5. Expectations are high in Chicago now, but are they realistic?

Sharp: "I think they are. At the start of the year, our goal was to get into the playoffs and I think we have not so much surprised ourselves, but surprised other people in hockey at how good we can be. We have played winning hockey all year long. We haven't really hit any rough patches. The expectations are high, but they are set high in the organization and the players are being held accountable to that. Getting to the first, second or third round, we're not concerned with that. We're worried about winning that Stanley Cup and having a parade here in Chicago."

6. You were undefeated against Calgary this season, so is it a matchup you guys like?

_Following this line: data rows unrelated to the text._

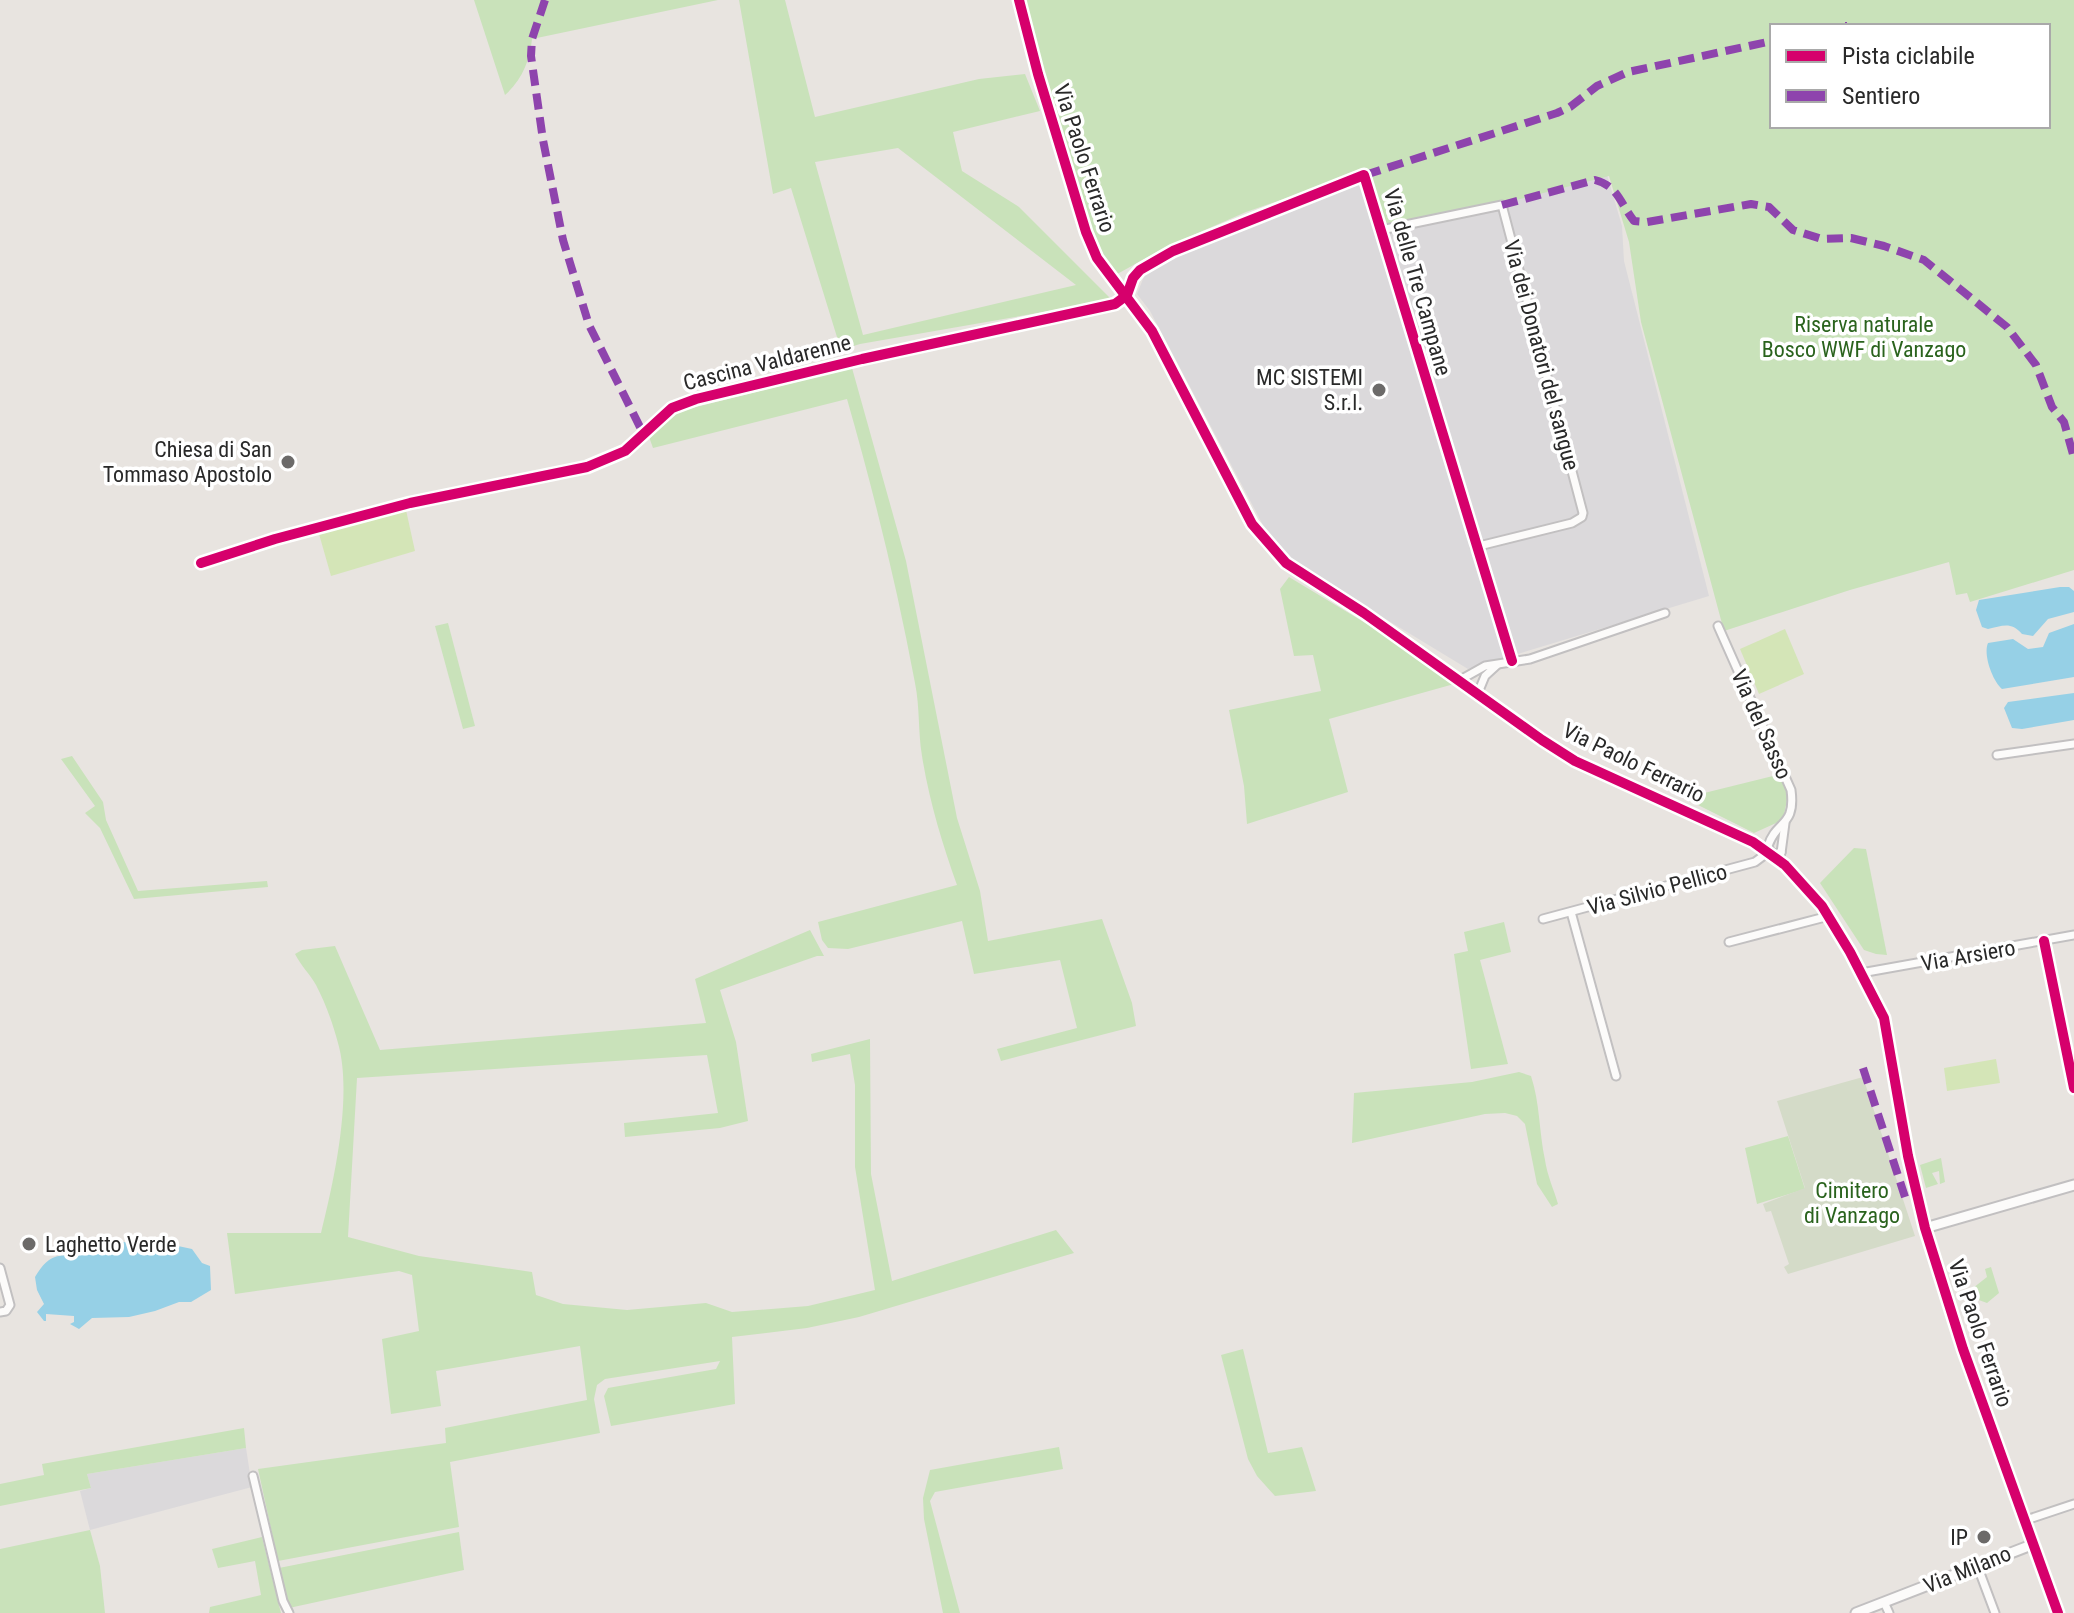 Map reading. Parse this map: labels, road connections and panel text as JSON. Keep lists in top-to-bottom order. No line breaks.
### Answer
{"streets":{"street":["Via Paolo Ferrario","Via delle Tre Campane","Via dei Donatori del sangue","Cascina Valdarenne","Via del Sasso","Via Silvio Pellico","Via Arsiero","Via Milano"]},"crossings":[["Via Paolo Ferrario","Via delle Tre Campane"],["Via Paolo Ferrario","Cascina Valdarenne"],["Via Paolo Ferrario","Via del Sasso"],["Via Paolo Ferrario","Via Silvio Pellico"],["Via Paolo Ferrario","Via Arsiero"],["Via Paolo Ferrario","Via Milano"],["Via delle Tre Campane","Via dei Donatori del sangue"],["Via delle Tre Campane","Cascina Valdarenne"],["Via del Sasso","Via Silvio Pellico"]],"parks":["Riserva naturale Bosco WWF di Vanzago","Cimitero di Vanzago"],"places":["MC SISTEMI S.r.l.","Chiesa di San Tommaso Apostolo","Laghetto Verde","IP"],"legend":["Pista ciclabile","Sentiero"]} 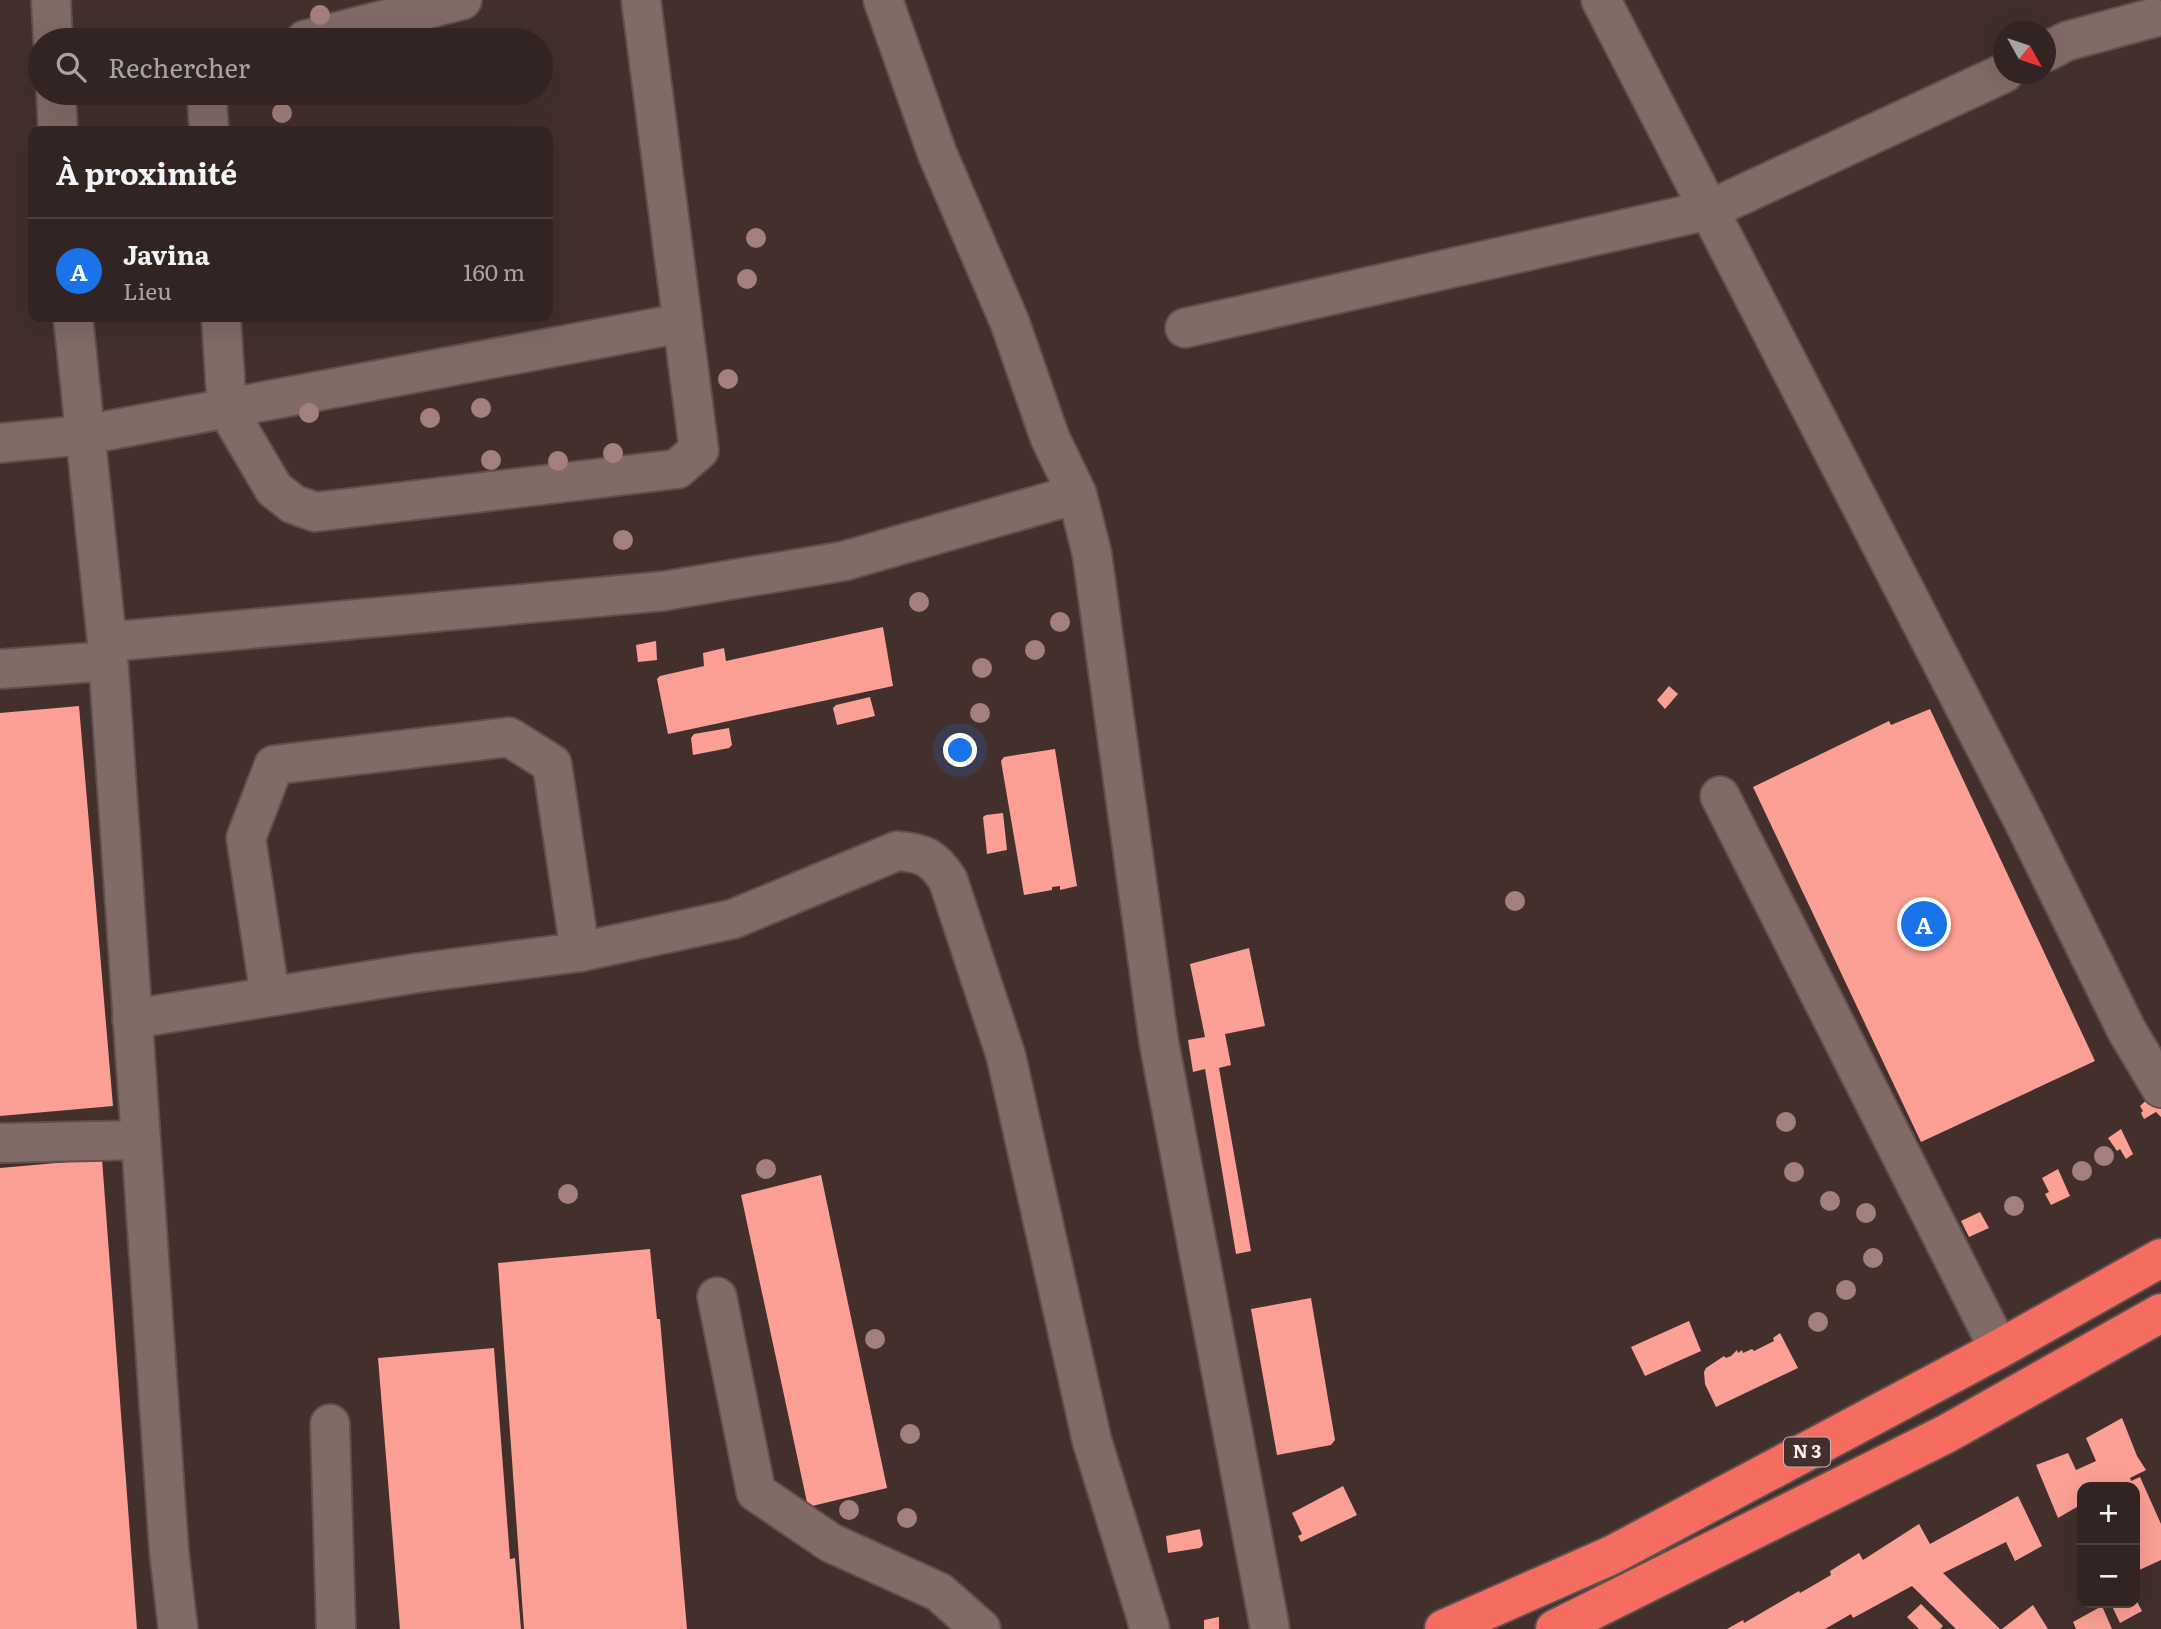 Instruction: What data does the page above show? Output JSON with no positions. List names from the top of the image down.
{
  "streets": {
    "highway": ["N 3"]
  },
  "north": "bottom right",
  "page": {
    "search": "Rechercher",
    "heading": "À proximité",
    "list": [
      {
        "mark": "A",
        "name": "Javina",
        "note": "Lieu",
        "value": "160 m"
      }
    ],
    "pins": "A",
    "map_buttons": ["+", "−"]
  }
} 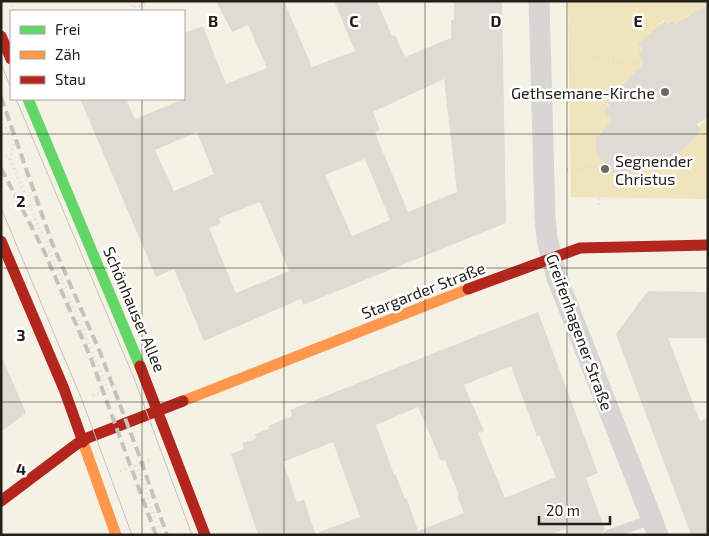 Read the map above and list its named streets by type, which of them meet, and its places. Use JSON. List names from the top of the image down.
{
  "streets": {
    "main road": ["Stargarder Straße", "Schönhauser Allee"],
    "street": ["Greifenhagener Straße"]
  },
  "crossings": [
    ["Stargarder Straße", "Schönhauser Allee"],
    ["Stargarder Straße", "Greifenhagener Straße"]
  ],
  "places": ["Gethsemane-Kirche", "Segnender Christus"],
  "legend": ["Frei", "Zäh", "Stau"],
  "scale_bar": "20 m",
  "grid": {
    "columns": [
      "B",
      "C",
      "D",
      "E"
    ],
    "rows": ["2", "3", "4"]
  }
} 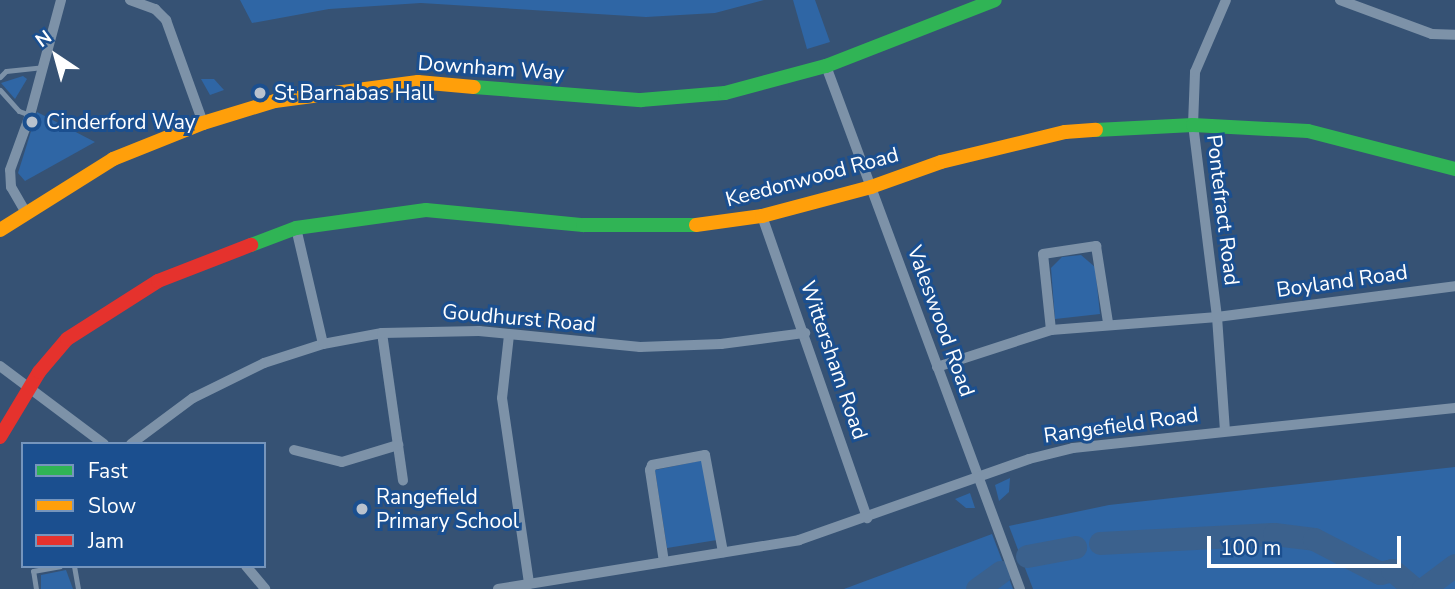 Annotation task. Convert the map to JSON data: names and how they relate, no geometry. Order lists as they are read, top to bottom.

Sharp: "I think it's too hard to do that kind of stuff. Those are regular-season games and on one hand you could say yeah because we had success against them this year, but we've been in the game too long to say that. We know come playoff time everything is revved up that much more and the Saddledome will be one of the toughest places to go to win a playoff game. They are a physical team and a team that is experienced. Our regular-season success against them doesn't really weigh in on anything in the playoffs. You start fresh and it will be a tough series."

7. You guys were in position to get home-ice advantage for most of the season and after a brief time in fifth managed to win it back it at the end. How much of a difference will it make opening with those first two games at home in front of 21,000-plus at the UnitedCenter?

Sharp: "There is going to be excitement or buzz regardless, but our fans have been great to us all year long. We have had close to 22,000 for every home game and I think our home record speaks for itself. Those fans definitely helped us, pushed us and motivated us to play our best hockey."